Nominations made as provided by this and the next section shall be known as independent nominations, and the certificate whereby such nominations are made shall be known as an independent certificate of nomination. Independent nominations of candidates for public office to be voted for by all the voters of the state can only be made by six thousand or more voters of the state; provided, however, that in making up such number at least fifty voters in each county of the state (the counties of Fulton and Hamilton to be considered as one county) shall subscribe the certificate provided for in this and the next section. Independent nominations of candidates for offices to be voted for by the voters of any political subdivision of the state can only be made by five per centum of the total number of votes cast for governor at the last gubernatorial

election in such political subdivision, excepting that not more than three thousand electors shall be required to make an independent nomination in any political subdivision; and excepting that not more than one thousand five hundred electors shall be required to make an independent nomination for a borough or county office.

Derivation:

Election Law, pt. of § 57, as amended by L. 1899, ch. 363, §1; L. 1901, ch. 654, § 4.

Amended by L. 1911, ch. 891, § 62; L. 1913, ch. 800. In effect Aug. 13, 1913. Construction.-This section was meant to cover all offices and should not be otherwise construed. Matter of Fagan, 21 Misc. 403, 47 N. Y. Supp. 288. The laws relating to independent nominations should be liberally construed. Matter of Adams (1897), 21 Misc. 395, 47 N. Y. Supp. 543.

The provisions of this section contemplate only a single certificate of independent nominations for state offices, which must be subscribed and verified by at least fifty electors of each of the counties of the state, counting Fulton and Hamilton as one. Matter of McDonald (1898), 25 Misc. 80, 54 N. Y. Supp. 690.

Independent nomination of alderman in New York city.-Where it appears that an assembly district and an aldermanic district in the city of New York are coterminous, the statutory rule requiring 500 signatures to a certificate of independent nomination for the office of member of assembly will, by analogy, be deemed applicable to an independent nomination for the office of alderman.

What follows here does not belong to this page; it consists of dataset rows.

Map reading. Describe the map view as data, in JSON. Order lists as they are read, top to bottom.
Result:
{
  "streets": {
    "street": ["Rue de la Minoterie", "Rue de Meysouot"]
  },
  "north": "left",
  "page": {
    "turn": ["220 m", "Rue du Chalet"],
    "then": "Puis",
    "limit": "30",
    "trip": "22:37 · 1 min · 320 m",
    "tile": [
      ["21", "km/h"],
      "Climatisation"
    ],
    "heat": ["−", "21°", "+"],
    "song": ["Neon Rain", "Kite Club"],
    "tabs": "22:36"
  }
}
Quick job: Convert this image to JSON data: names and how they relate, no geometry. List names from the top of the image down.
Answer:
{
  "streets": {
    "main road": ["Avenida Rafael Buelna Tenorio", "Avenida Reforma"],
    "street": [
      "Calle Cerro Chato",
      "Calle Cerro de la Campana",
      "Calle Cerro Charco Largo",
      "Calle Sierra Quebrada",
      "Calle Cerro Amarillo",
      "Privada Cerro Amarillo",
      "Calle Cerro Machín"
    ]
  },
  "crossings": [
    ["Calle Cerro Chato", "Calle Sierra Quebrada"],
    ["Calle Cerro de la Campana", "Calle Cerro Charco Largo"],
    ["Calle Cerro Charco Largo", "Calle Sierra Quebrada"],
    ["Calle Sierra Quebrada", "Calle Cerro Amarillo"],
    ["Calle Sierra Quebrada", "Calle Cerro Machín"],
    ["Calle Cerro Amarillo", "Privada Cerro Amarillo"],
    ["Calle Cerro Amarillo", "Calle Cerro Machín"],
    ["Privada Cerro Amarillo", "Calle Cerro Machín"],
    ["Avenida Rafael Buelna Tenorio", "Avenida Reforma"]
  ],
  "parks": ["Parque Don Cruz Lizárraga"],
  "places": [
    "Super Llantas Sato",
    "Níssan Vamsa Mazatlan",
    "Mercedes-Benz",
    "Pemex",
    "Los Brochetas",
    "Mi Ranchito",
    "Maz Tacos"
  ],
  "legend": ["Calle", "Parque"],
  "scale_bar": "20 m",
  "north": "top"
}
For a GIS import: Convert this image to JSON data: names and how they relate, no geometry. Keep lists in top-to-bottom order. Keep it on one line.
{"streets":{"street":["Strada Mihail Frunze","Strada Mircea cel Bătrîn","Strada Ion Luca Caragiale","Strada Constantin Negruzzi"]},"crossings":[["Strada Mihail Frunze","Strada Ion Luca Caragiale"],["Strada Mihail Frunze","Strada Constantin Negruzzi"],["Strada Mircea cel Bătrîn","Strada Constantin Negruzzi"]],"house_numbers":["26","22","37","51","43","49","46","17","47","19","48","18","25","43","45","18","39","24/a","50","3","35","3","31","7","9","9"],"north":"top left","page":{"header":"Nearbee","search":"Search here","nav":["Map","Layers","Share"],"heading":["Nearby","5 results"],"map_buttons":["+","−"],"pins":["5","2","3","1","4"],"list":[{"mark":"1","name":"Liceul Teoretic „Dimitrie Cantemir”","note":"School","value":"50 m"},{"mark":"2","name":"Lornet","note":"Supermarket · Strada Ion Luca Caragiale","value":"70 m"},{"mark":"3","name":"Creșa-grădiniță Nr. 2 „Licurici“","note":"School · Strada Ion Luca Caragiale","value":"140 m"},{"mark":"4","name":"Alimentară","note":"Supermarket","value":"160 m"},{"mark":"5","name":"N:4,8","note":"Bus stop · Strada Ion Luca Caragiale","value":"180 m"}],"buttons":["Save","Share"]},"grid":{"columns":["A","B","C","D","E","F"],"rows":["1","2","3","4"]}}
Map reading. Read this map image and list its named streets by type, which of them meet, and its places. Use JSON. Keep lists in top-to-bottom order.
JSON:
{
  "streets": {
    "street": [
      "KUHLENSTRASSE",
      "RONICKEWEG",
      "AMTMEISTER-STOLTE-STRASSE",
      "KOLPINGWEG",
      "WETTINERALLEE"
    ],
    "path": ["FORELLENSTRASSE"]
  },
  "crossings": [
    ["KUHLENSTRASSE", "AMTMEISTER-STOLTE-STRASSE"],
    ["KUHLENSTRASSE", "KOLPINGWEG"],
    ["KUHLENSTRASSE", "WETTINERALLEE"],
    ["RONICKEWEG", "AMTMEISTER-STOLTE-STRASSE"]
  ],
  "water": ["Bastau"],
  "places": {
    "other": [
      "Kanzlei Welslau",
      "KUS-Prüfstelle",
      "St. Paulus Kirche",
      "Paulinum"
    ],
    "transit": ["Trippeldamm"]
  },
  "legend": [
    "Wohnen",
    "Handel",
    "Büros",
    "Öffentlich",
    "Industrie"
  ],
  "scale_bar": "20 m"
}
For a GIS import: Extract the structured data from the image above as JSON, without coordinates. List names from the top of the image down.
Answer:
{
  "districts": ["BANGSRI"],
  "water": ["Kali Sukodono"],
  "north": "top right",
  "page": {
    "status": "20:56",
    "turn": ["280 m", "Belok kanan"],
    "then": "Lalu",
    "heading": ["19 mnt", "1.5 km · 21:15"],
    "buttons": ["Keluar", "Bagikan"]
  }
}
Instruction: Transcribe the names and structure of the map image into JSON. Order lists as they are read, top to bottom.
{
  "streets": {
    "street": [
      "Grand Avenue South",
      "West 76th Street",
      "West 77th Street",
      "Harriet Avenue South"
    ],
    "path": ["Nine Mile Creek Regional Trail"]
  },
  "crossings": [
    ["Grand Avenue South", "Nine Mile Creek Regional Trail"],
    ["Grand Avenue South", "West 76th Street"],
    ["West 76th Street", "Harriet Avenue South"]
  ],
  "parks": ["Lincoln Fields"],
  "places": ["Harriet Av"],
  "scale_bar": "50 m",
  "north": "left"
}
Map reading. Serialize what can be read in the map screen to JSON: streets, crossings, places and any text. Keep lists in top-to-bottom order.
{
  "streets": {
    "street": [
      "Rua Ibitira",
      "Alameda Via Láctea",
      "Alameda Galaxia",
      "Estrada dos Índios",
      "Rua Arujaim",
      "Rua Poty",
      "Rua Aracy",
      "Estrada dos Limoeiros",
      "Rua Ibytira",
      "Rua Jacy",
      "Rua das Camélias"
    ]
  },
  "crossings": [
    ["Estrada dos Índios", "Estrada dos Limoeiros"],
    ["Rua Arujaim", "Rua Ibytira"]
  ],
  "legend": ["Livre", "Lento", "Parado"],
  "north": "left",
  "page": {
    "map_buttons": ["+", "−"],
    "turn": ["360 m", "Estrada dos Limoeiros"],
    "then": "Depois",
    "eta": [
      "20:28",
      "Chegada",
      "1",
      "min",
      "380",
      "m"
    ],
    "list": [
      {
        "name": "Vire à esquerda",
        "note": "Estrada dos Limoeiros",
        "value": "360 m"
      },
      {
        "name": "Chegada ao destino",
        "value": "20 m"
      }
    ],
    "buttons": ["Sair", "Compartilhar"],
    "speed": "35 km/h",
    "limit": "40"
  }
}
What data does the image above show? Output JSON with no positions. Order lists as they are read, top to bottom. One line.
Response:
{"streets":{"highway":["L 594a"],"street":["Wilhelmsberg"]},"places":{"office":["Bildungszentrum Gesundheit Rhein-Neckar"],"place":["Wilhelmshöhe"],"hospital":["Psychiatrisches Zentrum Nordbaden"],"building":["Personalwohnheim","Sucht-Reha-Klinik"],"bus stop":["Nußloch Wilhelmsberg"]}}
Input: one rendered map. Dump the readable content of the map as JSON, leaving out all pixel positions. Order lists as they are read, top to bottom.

Matter of Gullotta (1905), 108 App. Div. 278, 95 N. Y. Supp. 616; Matter of Fagan (1897), 21 Misc. 403, 47 N. Y. Supp. 288.

Although the charter of the city of New York has been altered since the Election Law was enacted so as to provide for the election of an alderman in a district of less extension than a ward, and there is no specific provision in the Election Law for the making of independent nominations in an official district smaller than a town, ward or village, such nomination is embraced within the scope of that part of the above section which provides for independent nominations of candidates for public office to be voted for only by the electors of a town, or ward of a city or village. People ex rel. Behrmann v. Voorhis (1901), 168 N. Y. 367, 61 N. E. 283, aff'g 65 App. Div. 11, 72 N. Y. Supp. 293.

Independent nomination of supervisor.-As to number of signatures necessary in order to make an independent nomination for the office of supervisor, see Report of Atty.-Gen. (1903), 438.

Right to nominate by independent certificate.-A political body which has acquired the right to nominate by primary and convention thereby loses its right to nominate by independent certificate of nomination, continuing during the period in which the party nominating status or strength of 10,000 votes on office of governor is retained. Opinion of Atty.-Gen., rendered Feb. 15, 1907. As to nomination of regular party candidates by independent party, see Fernbacher v. Roosevelt (1895), 90 Hun, 411, aff'g 14 Misc. 199, 35 N. Y. Supp. 898. Conflicting nominations.-When there is a contest over two certificates signed by different nominators, the preference of the committee in charge of the general ticket should have great weight in determining who shall be candidate in that column. Matter of Folks (1909), 134 App. Div. 376, 119 N. Y. Supp. 71, aff'd 196 N. Y. 540.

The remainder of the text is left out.